Every line of the entries that holds the word "controls" is to be copied.
⁂
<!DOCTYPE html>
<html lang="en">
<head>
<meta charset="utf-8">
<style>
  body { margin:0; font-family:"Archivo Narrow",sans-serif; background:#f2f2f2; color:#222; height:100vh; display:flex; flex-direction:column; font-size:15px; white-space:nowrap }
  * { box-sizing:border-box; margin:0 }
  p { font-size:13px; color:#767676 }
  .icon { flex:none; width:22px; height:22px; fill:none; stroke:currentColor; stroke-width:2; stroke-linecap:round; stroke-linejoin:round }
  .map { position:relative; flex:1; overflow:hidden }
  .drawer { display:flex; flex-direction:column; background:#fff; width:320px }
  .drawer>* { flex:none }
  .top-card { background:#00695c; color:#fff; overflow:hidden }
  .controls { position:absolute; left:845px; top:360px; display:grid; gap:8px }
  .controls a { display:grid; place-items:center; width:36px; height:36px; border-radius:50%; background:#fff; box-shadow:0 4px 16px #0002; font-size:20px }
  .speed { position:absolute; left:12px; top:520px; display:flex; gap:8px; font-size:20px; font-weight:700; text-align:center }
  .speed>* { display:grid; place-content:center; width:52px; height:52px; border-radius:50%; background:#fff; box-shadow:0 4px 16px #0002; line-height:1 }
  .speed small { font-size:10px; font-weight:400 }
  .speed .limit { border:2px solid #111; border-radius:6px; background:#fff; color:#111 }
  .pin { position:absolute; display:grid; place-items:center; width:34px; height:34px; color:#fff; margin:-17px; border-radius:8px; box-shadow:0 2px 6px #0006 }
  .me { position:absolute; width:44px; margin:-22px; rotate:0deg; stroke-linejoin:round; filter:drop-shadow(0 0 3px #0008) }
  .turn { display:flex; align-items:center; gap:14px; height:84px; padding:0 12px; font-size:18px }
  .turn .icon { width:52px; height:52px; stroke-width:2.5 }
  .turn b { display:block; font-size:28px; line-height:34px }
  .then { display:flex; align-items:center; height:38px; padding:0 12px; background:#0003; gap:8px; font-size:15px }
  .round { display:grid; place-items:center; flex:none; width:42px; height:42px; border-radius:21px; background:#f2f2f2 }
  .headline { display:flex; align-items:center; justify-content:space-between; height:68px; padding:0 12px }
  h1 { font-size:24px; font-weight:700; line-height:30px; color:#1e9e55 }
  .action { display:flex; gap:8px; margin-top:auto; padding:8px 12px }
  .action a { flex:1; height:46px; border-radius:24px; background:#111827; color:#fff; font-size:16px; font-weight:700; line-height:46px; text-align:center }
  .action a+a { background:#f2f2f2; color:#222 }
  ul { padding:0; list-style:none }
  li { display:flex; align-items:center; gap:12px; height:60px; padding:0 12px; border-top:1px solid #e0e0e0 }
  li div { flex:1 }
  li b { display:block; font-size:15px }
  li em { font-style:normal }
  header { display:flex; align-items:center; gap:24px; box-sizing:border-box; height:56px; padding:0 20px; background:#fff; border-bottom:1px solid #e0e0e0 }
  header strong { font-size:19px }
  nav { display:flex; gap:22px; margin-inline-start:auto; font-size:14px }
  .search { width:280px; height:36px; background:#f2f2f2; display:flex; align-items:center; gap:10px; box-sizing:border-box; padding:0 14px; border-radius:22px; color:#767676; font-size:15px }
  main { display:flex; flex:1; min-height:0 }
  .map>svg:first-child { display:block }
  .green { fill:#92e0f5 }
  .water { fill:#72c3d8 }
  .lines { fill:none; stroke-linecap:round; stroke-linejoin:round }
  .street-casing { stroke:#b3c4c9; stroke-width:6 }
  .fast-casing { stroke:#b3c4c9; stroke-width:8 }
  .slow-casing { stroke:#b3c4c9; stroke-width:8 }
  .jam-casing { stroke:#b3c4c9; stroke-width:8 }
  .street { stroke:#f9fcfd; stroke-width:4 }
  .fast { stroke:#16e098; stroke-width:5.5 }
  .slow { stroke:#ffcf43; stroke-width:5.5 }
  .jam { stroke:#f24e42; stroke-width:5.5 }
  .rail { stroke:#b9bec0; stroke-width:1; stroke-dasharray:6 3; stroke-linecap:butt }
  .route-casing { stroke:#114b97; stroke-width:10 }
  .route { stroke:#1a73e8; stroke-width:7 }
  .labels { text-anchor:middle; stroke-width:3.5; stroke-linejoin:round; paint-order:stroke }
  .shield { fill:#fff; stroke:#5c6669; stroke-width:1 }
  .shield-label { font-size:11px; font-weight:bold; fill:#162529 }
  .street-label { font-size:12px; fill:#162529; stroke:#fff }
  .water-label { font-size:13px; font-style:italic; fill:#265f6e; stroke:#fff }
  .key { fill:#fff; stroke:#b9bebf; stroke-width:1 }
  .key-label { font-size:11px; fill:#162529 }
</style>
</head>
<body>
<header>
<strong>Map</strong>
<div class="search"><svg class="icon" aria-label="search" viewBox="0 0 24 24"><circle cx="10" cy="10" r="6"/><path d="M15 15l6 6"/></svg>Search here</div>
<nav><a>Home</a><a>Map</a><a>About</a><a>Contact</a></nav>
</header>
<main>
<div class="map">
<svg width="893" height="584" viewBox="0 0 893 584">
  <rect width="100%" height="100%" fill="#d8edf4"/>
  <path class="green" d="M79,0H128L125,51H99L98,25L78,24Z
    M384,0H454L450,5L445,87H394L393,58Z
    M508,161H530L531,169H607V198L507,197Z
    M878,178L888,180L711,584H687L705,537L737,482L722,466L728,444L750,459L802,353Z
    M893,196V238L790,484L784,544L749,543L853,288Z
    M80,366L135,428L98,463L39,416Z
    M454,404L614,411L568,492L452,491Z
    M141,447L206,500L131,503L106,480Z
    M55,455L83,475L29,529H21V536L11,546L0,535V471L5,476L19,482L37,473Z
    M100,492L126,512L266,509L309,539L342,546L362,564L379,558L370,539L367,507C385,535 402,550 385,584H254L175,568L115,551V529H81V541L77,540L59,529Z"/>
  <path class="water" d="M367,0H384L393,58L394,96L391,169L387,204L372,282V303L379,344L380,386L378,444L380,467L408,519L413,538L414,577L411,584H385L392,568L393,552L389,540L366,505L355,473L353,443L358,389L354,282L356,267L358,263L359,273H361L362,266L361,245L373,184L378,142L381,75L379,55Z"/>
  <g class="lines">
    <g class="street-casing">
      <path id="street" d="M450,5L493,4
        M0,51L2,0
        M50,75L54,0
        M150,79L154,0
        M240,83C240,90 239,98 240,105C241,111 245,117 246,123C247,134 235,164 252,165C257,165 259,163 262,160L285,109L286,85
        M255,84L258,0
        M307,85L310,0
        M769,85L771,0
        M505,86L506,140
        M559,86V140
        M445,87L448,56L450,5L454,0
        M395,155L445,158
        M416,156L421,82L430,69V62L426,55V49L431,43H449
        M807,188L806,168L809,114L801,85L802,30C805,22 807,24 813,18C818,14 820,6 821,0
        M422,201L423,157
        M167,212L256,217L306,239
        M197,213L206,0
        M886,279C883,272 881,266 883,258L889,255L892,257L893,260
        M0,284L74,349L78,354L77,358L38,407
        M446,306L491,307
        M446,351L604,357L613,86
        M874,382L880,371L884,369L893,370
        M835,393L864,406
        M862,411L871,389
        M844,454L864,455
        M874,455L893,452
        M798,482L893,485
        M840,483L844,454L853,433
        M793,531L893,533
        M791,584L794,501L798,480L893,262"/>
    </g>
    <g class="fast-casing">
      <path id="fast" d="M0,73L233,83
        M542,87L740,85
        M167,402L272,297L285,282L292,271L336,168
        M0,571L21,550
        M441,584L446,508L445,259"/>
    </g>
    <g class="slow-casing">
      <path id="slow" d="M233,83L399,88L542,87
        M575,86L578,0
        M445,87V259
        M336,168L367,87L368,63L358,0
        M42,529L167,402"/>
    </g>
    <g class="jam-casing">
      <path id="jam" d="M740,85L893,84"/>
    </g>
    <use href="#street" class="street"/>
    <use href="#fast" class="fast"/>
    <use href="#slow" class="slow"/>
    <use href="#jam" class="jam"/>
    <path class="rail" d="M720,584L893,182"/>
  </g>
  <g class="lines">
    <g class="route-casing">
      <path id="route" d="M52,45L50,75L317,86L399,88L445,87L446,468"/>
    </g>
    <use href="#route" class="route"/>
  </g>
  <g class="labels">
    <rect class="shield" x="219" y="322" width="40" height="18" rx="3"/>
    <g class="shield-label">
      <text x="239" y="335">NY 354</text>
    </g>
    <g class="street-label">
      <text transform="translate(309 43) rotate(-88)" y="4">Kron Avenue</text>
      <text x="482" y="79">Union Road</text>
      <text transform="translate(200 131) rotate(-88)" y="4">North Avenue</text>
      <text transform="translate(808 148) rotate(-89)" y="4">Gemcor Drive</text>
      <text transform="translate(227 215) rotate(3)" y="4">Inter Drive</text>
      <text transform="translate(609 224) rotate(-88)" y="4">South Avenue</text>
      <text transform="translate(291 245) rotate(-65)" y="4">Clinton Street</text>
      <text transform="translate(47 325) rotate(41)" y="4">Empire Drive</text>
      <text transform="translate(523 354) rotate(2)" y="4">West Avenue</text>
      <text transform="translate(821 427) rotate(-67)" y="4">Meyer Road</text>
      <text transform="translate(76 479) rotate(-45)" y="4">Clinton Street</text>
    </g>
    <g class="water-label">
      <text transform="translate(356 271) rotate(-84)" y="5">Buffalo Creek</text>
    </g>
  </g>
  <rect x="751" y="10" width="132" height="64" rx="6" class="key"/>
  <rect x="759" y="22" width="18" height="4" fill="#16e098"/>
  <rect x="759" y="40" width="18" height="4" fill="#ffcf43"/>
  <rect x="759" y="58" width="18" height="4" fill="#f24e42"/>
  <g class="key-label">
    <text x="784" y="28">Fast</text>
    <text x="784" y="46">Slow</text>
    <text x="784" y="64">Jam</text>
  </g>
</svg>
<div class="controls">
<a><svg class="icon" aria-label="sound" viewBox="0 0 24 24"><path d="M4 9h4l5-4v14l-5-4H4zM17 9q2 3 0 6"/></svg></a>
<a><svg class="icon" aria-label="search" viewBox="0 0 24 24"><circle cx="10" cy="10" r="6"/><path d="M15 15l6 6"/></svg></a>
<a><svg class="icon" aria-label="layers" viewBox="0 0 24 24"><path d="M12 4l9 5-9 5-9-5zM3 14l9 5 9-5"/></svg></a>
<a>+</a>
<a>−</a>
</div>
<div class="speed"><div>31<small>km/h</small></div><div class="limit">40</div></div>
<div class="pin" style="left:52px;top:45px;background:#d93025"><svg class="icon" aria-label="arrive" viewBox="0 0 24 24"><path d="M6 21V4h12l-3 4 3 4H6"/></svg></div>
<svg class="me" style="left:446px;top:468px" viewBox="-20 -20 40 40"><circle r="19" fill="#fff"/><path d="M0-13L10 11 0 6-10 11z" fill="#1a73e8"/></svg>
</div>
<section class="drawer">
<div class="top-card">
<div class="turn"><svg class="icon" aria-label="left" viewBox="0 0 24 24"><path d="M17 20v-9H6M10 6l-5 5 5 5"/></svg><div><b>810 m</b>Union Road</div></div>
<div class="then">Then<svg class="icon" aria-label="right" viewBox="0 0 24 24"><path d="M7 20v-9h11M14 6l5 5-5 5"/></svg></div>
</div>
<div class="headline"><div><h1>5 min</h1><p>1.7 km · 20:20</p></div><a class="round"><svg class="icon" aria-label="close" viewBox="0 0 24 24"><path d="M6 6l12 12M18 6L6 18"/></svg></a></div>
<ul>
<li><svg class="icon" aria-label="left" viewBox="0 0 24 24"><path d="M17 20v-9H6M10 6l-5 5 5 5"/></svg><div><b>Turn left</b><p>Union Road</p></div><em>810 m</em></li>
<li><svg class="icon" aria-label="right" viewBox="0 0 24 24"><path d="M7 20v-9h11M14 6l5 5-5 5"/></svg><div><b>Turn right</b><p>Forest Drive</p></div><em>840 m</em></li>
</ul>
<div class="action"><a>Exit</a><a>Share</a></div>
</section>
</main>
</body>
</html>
⁂
▶ **Exercise output**:
  .controls { position:absolute; left:845px; top:360px; display:grid; gap:8px }
  .controls a { display:grid; place-items:center; width:36px; height:36px; border-radius:50%; background:#fff; box-shadow:0 4px 16px #0002; font-size:20px }
<div class="controls">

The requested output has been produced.